The Open Library took a similar approach and stores each of the LCSH facets as a separate subject entry. The facet types are: subject, person, time, place. Facets that appear related to the same Work can be shown as related in search results, and users can follow the topical train of related facets throughout the web of data that these subject facets create.

Identification

As a web-based information resource, it is important that all things are given an identifying URL. It is therefore possible to link to any one of the Open Library things from anywhere on the Internet. These identifiers do not change, although when entries are merged, as does happen, care is taken so that the old URL points to the new one, thus avoiding broken links.

Merging

The world of publishing produces many many copies of each book. Like all catalogs with multiple sources of input, Open Library frequently obtains metadata for a book more than once. One of the ongoing efforts of a catalog is to refine algorithms for merging duplicate entries. Open Library continues to work in this area, but is working on providing a way that users can merge editions, authors and works where the algorithm has not done so. As more web-based catalogs are developed, it is hoped that we can all share this information and therefore improve the quality of bibliographic data on the web as a whole.

Works

Merge Process (in development)

(This feature is in development and is currently on testing only.)

Search

Conduct a standard search.
Screenshot of search results.

Select

Select the works you want to merge by clicking anywhere inside the outlined area. The selections will turn blue.
Screenshot displaying selected works.

Merge Works

Once all are selected, click “Merge Works…” at the bottom right corner of the screen.
Screenshot indicating position of Merge Works button.

Review

You will now see a table view of each selected work and their data. The records are displayed from oldest to newest.
Screenshot of records table.
By default, the oldest (top) record is selected as the merge target (indicated by the radio button). The editions and data from other works will be merged into it and the merged work records will be redirected to the default work. You can de-select anything you do not wish to merge by un-checking it.
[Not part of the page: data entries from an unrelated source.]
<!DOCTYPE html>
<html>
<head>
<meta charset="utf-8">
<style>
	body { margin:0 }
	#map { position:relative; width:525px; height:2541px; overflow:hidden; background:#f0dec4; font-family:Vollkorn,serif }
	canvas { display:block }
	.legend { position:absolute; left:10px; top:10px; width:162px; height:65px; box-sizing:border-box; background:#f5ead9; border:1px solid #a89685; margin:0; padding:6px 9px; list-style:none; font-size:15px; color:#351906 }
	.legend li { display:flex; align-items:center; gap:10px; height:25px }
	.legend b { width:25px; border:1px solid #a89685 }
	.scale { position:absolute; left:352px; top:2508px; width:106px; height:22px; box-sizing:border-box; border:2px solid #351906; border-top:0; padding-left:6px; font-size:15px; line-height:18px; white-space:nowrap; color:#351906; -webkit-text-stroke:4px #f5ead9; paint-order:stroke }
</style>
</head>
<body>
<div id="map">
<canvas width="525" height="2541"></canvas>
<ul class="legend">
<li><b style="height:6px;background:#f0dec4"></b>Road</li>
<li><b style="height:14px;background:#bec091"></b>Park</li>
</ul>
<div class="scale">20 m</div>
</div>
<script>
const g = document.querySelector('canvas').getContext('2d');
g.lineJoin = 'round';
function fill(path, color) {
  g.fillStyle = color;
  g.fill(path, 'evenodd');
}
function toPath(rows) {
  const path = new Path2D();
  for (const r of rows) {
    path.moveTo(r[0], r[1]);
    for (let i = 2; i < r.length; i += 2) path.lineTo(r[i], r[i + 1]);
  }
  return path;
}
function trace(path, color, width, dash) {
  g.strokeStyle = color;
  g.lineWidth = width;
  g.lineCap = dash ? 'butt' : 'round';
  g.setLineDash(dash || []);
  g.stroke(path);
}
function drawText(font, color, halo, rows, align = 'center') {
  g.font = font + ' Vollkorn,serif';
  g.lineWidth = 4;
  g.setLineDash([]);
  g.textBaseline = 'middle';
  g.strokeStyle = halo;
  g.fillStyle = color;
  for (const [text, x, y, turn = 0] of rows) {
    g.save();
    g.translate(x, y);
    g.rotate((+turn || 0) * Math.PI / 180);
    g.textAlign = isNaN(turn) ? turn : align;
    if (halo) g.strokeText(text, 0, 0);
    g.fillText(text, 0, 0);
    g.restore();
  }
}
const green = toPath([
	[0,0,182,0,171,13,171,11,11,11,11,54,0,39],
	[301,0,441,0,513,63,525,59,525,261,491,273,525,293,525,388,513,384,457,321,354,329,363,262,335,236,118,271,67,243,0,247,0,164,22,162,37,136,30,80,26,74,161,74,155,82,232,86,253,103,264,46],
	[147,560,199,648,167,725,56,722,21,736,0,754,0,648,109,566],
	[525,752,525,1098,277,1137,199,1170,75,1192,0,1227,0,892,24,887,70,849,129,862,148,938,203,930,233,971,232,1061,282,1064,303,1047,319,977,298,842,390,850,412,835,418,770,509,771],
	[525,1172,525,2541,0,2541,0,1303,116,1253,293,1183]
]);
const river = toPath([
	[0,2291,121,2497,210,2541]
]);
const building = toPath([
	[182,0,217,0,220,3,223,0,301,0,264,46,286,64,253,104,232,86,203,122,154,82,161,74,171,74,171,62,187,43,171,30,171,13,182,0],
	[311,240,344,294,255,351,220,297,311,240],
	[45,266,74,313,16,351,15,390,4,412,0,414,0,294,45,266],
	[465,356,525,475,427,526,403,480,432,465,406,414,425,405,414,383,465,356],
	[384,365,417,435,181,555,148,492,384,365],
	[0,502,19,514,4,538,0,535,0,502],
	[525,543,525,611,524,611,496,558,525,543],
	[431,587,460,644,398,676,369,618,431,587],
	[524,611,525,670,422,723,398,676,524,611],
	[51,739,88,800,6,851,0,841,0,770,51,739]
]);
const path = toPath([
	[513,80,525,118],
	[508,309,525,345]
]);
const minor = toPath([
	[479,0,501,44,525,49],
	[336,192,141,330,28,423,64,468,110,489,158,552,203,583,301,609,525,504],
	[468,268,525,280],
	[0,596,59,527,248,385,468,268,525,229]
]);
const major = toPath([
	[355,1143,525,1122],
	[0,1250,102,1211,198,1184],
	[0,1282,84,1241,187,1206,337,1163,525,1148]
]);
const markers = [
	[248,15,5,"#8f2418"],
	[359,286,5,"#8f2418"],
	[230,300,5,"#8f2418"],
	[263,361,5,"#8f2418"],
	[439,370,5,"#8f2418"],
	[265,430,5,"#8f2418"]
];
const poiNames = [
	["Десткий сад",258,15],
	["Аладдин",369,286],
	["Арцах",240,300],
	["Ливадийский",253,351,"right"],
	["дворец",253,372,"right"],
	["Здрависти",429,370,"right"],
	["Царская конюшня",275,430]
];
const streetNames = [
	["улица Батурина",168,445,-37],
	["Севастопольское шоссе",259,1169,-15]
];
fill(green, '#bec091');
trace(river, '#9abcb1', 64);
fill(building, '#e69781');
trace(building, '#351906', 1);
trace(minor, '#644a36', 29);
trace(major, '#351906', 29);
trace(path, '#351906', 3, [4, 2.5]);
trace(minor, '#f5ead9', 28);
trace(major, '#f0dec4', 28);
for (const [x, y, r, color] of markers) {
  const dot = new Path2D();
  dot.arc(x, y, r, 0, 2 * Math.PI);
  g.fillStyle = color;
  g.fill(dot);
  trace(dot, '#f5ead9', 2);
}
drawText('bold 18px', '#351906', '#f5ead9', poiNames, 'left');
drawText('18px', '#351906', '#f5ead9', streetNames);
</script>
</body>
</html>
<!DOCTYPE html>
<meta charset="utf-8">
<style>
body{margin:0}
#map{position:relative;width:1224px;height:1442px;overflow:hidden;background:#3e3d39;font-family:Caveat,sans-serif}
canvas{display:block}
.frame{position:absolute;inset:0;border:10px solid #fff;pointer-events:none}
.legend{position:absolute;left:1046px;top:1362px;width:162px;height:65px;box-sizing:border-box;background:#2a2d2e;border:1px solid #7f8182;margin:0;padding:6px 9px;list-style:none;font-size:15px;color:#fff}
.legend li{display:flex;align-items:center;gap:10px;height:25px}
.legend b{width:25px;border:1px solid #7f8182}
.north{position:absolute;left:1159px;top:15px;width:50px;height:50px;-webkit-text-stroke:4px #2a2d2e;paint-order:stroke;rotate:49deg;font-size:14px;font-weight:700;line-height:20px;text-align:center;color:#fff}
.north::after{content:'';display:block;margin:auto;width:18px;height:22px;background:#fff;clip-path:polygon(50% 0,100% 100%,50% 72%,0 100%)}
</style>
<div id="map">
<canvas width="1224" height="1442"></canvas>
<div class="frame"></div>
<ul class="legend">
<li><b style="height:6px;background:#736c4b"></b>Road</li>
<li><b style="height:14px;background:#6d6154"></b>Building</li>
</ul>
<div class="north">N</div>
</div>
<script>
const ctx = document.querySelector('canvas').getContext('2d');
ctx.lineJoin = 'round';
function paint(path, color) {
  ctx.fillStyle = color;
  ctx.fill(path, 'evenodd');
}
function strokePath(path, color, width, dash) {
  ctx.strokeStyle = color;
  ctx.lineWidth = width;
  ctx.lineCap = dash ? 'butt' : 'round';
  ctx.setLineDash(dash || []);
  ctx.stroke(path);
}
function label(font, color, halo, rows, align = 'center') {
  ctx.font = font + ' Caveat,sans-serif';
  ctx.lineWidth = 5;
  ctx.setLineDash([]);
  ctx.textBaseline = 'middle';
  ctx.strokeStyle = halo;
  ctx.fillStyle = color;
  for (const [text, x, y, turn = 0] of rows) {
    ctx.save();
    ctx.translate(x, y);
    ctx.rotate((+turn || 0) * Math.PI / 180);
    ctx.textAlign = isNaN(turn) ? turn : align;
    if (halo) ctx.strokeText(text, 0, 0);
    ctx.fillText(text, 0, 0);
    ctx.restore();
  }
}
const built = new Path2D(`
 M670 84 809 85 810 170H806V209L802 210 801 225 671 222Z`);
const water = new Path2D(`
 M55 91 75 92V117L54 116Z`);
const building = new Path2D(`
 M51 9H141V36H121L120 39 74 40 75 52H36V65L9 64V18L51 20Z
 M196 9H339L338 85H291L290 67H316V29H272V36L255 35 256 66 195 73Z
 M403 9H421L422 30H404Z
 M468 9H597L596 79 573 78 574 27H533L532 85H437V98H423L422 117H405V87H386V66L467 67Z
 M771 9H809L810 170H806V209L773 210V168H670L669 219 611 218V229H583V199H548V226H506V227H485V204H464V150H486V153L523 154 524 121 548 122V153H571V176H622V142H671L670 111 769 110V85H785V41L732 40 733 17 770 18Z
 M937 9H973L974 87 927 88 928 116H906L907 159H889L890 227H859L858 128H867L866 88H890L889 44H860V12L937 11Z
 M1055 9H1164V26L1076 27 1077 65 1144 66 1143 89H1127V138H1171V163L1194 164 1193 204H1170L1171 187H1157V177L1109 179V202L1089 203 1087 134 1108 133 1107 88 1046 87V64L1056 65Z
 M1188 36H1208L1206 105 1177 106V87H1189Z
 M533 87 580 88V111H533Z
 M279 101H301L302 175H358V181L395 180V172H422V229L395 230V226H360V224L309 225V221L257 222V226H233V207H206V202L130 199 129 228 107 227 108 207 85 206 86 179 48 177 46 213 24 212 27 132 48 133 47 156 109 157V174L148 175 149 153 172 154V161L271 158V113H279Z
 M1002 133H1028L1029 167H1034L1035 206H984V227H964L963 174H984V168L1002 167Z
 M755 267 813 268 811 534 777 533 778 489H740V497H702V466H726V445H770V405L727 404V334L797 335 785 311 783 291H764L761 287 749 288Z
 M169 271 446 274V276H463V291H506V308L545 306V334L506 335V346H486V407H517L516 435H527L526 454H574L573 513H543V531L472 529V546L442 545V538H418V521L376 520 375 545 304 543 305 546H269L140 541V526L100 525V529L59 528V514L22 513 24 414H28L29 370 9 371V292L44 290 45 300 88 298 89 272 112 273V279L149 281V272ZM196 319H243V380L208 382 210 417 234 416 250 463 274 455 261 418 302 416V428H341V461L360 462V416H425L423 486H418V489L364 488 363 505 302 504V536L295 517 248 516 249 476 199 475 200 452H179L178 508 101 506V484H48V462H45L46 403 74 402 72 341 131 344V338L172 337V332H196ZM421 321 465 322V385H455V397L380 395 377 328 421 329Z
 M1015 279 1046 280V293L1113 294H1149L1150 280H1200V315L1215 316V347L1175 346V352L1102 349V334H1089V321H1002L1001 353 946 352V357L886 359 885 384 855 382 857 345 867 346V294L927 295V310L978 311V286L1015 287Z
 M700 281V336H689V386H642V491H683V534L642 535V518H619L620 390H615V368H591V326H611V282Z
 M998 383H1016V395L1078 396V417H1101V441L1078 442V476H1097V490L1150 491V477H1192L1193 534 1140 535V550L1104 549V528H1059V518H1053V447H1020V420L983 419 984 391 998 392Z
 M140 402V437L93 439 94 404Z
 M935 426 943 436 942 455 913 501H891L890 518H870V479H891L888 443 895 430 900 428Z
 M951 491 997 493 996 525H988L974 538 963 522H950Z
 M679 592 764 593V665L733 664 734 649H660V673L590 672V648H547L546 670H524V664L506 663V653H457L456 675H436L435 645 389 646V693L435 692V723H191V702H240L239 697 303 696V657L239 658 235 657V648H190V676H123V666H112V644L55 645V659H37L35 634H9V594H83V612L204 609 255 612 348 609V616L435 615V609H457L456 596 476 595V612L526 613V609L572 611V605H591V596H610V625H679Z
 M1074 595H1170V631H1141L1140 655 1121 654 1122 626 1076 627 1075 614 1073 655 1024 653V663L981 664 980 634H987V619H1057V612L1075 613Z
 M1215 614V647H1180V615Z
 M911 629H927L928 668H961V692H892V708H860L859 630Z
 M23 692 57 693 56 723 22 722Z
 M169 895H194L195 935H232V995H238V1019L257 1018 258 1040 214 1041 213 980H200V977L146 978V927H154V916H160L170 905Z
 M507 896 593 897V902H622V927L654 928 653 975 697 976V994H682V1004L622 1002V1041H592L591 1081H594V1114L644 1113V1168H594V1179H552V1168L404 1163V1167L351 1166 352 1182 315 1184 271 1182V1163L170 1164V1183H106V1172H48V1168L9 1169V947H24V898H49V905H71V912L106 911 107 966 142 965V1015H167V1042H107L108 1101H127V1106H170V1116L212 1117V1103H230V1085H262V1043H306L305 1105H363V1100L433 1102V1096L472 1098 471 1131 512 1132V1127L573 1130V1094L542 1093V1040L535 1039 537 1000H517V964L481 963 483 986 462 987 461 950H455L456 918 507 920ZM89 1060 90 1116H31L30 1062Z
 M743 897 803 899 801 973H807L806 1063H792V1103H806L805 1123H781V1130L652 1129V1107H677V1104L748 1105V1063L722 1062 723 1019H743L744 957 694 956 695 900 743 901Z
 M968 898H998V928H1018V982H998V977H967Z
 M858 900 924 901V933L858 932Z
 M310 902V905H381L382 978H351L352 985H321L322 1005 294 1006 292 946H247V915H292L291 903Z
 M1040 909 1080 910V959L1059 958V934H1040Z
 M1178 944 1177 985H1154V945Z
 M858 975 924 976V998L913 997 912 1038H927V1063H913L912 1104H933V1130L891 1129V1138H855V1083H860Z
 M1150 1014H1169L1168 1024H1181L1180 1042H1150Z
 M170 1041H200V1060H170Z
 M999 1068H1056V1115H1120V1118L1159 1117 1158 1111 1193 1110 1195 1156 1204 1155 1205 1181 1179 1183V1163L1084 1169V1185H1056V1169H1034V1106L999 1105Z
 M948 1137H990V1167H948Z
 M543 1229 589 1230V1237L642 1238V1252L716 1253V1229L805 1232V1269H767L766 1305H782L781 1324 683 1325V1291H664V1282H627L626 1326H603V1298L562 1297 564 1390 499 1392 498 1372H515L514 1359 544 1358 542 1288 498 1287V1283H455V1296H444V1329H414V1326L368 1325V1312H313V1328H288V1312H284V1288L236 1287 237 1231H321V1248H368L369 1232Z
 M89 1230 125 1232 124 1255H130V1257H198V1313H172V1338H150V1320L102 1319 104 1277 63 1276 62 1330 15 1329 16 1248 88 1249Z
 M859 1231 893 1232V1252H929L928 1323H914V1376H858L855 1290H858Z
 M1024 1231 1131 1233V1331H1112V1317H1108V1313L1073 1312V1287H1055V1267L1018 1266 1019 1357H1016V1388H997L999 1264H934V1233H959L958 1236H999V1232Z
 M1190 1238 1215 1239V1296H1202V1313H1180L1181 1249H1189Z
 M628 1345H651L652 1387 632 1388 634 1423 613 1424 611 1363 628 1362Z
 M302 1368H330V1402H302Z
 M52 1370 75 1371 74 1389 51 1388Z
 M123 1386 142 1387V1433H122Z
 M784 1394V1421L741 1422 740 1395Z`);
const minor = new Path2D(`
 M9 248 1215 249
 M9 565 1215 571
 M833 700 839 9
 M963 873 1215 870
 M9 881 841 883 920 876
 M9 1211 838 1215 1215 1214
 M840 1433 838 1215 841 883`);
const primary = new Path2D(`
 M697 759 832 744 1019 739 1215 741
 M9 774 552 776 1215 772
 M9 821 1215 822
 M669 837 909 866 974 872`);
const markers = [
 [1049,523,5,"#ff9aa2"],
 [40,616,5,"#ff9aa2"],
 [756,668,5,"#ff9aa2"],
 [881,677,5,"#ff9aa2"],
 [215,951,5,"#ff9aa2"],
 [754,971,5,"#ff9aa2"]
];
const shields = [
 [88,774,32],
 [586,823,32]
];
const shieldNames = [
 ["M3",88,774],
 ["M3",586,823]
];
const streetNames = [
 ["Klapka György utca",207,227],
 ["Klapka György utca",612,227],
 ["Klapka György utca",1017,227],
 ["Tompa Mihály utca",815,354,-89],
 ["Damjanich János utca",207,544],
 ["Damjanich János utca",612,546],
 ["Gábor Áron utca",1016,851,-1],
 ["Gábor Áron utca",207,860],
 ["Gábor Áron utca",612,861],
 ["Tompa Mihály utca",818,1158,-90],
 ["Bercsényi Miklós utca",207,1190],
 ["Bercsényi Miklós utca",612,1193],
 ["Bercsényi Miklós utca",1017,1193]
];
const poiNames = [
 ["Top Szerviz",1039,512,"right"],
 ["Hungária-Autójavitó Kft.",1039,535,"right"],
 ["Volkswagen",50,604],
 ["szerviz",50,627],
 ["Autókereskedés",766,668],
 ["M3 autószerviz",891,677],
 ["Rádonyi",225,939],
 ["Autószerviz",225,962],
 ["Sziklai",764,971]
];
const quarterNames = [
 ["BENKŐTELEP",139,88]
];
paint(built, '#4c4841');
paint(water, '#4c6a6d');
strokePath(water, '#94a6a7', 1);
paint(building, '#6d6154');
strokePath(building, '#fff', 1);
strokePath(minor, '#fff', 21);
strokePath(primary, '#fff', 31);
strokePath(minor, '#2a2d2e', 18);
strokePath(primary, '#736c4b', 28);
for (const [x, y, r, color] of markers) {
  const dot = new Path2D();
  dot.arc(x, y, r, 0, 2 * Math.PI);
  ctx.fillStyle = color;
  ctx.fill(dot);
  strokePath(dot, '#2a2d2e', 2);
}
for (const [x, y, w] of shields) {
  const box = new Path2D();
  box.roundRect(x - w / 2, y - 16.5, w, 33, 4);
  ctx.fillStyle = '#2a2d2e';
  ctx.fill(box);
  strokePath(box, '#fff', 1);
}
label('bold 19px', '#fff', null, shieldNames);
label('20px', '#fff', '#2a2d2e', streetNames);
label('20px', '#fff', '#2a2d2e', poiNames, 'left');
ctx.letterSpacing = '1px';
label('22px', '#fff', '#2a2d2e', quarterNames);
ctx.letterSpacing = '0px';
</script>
Note: Only one description field will be kept. If the default work is already populated with a description, the descriptions of the duplicate works will be lost, otherwise the description from the oldest populated record will be merged into the default.

Commit Merge

Once you have finalized your selections, double check that the details look correct on the bottom row, and click “Do Merge”.

Confirm

You will then see a “saving” message, followed by a list of merged works and affected editions.
Screenshot of merge confirmation.

Shortcut
Sometimes it can be difficult to do a search that includes all the duplicates of a work, for example if there are titles in multiple languages. You can use a comma-separated list of work IDs to bypass steps 1-3 and go straight to the grid view in step 4. Use the following url
https://testing.openlibrary.org/works/merge?records=OL...W,OL...W
replacing the work IDs in this example with the list of IDs to merge.

**Gotchas to look out for:**

Check the number of editions for all works being merged. Only 50 editions will migrate during the merge process. If you are merging a work with over 50 editions, you will first need to run [this](https://colab.research.google.com/drive/1BO0c8aDpfENA8Qsg0-fv_7st6j4AmeAq?usp=sharing) migration script with a bot account until fewer than 50 remain.

If only the target work has over 50, this step is not needed.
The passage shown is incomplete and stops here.